◆ Task
Lines with the string "canvas" are to be identified in the listing and copied.

◆ Provided data

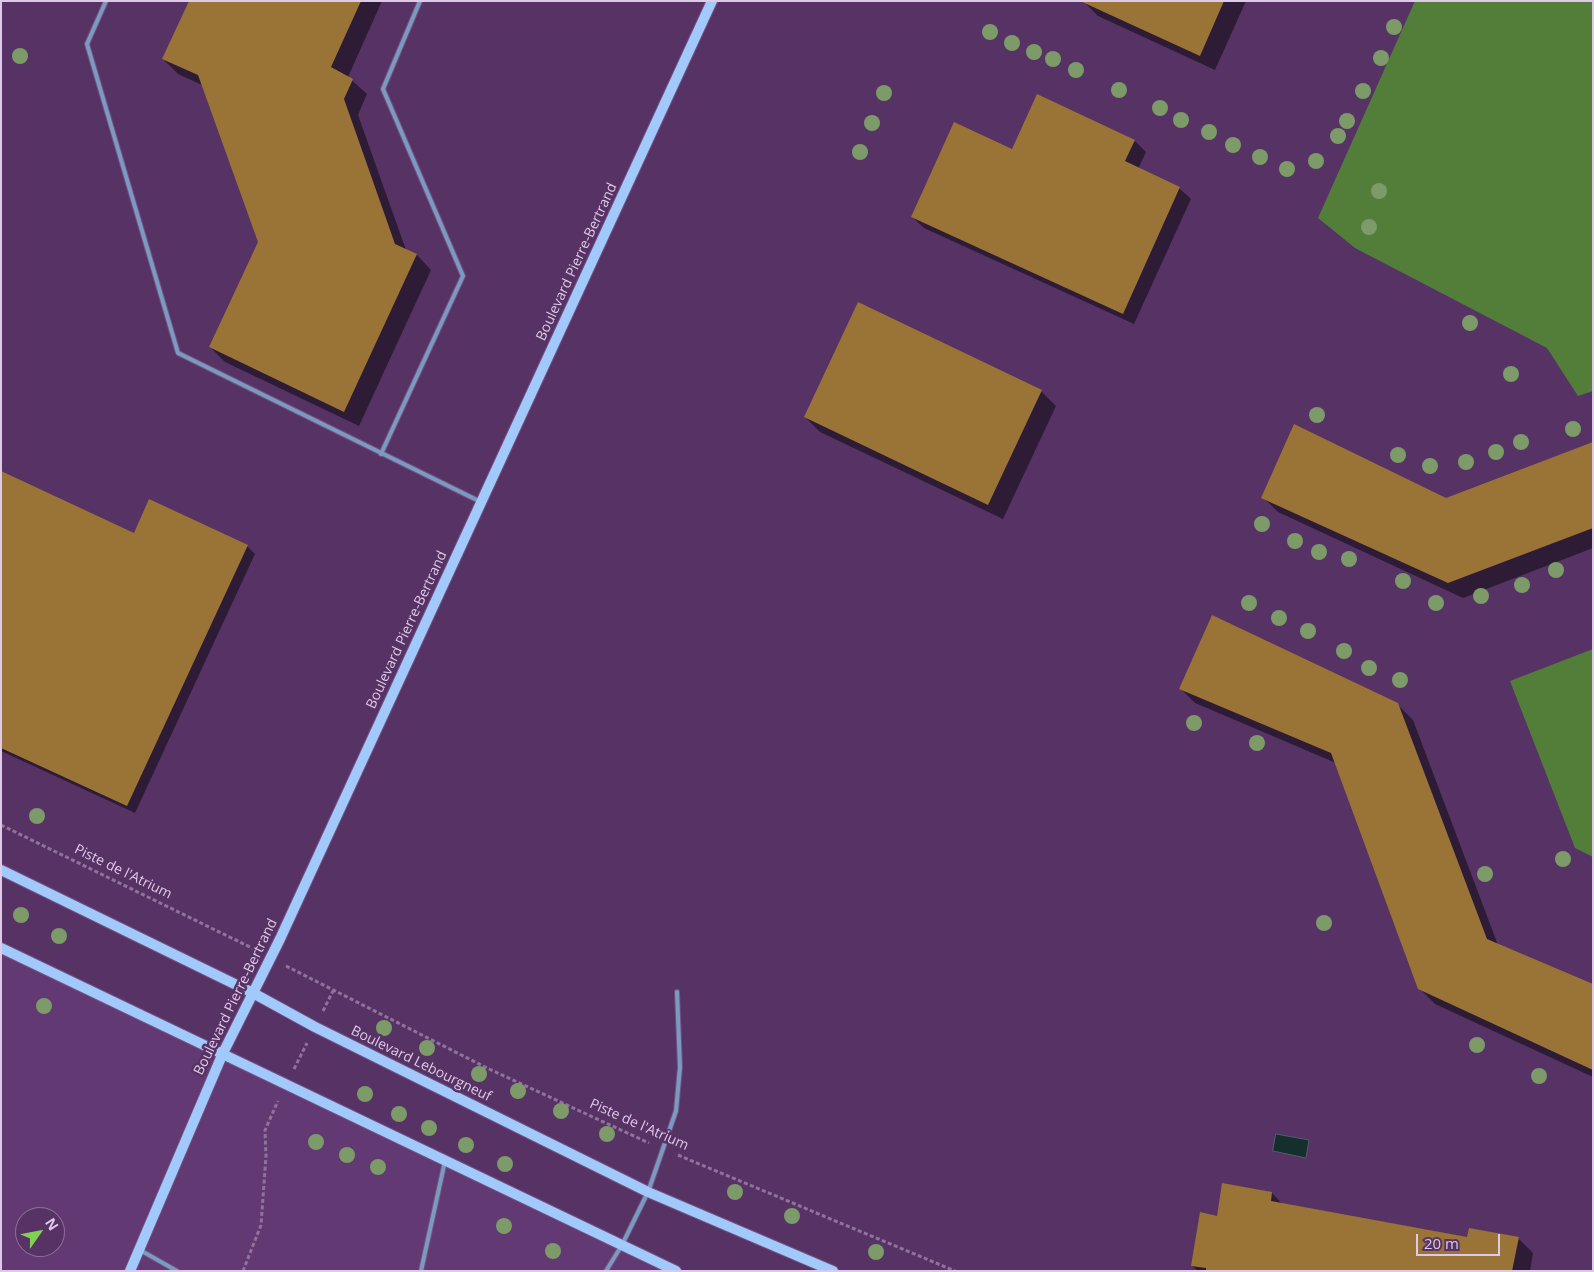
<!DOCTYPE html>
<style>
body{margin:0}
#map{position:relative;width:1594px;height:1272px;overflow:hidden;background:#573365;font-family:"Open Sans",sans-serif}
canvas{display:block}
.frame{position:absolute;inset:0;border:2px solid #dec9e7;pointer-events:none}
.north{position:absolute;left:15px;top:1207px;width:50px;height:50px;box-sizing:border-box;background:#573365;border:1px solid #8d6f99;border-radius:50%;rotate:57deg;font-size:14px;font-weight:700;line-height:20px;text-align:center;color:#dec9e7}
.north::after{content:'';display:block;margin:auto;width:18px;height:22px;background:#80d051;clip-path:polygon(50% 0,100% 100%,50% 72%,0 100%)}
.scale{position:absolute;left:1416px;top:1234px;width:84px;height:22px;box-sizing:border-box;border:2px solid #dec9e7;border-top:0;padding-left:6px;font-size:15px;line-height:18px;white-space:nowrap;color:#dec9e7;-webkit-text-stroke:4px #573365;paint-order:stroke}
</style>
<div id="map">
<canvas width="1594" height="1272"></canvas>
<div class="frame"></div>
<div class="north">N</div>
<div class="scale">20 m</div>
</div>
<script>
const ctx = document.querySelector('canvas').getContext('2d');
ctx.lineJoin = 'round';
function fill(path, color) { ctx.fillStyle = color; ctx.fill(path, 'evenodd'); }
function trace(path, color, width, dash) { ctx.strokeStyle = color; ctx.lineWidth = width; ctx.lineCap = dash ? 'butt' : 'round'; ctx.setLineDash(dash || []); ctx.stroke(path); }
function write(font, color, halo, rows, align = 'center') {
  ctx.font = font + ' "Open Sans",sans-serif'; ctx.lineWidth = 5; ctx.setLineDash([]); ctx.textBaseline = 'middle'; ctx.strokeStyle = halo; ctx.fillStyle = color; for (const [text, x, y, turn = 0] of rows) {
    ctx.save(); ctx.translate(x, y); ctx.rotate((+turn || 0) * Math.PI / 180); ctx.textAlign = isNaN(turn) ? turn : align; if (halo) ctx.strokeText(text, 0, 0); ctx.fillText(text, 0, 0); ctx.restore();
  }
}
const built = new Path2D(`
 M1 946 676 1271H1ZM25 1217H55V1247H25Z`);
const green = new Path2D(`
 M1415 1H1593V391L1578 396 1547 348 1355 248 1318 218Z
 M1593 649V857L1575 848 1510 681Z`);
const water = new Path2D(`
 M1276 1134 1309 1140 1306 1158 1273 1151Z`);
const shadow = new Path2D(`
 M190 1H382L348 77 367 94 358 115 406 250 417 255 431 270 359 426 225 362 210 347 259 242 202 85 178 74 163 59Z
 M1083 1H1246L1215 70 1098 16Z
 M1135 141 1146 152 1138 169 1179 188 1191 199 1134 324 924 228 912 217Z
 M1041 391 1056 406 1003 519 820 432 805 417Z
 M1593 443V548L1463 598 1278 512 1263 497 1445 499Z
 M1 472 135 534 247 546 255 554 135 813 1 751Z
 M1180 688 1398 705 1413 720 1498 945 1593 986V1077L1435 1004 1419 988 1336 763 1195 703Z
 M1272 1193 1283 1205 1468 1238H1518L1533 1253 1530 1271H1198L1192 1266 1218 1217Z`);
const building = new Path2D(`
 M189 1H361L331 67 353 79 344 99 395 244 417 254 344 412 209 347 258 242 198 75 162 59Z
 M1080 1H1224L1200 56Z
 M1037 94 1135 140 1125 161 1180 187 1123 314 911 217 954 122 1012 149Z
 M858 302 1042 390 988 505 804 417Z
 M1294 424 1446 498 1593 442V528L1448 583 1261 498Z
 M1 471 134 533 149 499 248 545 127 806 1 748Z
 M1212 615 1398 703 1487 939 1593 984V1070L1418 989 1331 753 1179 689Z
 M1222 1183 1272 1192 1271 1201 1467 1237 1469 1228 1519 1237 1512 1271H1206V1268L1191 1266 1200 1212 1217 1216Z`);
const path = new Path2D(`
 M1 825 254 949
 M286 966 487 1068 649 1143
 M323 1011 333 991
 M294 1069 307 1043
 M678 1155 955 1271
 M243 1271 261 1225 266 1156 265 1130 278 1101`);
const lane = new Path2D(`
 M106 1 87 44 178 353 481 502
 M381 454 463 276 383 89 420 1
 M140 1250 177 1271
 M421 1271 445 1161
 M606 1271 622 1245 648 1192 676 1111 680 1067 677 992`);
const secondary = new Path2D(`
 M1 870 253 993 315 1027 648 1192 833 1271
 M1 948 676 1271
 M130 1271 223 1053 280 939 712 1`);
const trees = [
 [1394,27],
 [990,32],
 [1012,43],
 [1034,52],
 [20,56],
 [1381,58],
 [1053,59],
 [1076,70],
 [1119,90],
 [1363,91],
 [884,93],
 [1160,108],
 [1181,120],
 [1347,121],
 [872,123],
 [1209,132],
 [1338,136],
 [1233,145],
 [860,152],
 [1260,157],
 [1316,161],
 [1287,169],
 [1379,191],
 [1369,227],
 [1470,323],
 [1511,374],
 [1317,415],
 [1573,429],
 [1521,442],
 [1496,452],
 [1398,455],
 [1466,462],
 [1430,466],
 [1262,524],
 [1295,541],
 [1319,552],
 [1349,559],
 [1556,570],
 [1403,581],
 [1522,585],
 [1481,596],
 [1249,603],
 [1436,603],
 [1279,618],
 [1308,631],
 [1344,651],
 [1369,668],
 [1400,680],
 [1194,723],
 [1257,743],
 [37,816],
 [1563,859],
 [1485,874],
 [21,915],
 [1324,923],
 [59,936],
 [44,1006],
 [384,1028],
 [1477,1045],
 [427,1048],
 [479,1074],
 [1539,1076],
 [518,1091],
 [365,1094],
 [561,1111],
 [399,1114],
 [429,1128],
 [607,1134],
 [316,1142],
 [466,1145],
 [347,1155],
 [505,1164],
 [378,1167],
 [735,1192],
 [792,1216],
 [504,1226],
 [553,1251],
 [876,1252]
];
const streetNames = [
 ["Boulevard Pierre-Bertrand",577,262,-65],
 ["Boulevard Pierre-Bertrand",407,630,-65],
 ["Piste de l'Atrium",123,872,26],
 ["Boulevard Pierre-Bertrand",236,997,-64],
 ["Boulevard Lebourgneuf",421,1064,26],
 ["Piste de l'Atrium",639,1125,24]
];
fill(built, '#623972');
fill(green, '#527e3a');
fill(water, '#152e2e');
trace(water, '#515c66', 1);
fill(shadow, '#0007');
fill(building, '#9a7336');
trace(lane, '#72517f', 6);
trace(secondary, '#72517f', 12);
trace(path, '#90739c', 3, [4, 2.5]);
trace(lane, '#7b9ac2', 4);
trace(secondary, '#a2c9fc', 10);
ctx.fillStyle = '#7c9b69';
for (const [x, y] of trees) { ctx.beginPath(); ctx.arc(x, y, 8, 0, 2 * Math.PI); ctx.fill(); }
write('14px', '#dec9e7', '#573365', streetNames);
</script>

◆ Output of the task
canvas{display:block}
<canvas width="1594" height="1272"></canvas>
const ctx = document.querySelector('canvas').getContext('2d');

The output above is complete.